[Stored items]
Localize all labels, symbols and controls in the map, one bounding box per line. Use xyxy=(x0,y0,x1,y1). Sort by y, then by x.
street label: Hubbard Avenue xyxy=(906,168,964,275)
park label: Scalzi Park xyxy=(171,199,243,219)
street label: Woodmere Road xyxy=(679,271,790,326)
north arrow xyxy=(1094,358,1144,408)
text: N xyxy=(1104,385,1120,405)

- **DIRECTIONS FOR THIS TASK**:
Every record listed above needs to be written out again exactly.

- **PROBLEM SOLUTION**:
Localize all labels, symbols and controls in the map, one bounding box per line. Use xyxy=(x0,y0,x1,y1). Sort by y, then by x.
street label: Hubbard Avenue xyxy=(906,168,964,275)
park label: Scalzi Park xyxy=(171,199,243,219)
street label: Woodmere Road xyxy=(679,271,790,326)
north arrow xyxy=(1094,358,1144,408)
text: N xyxy=(1104,385,1120,405)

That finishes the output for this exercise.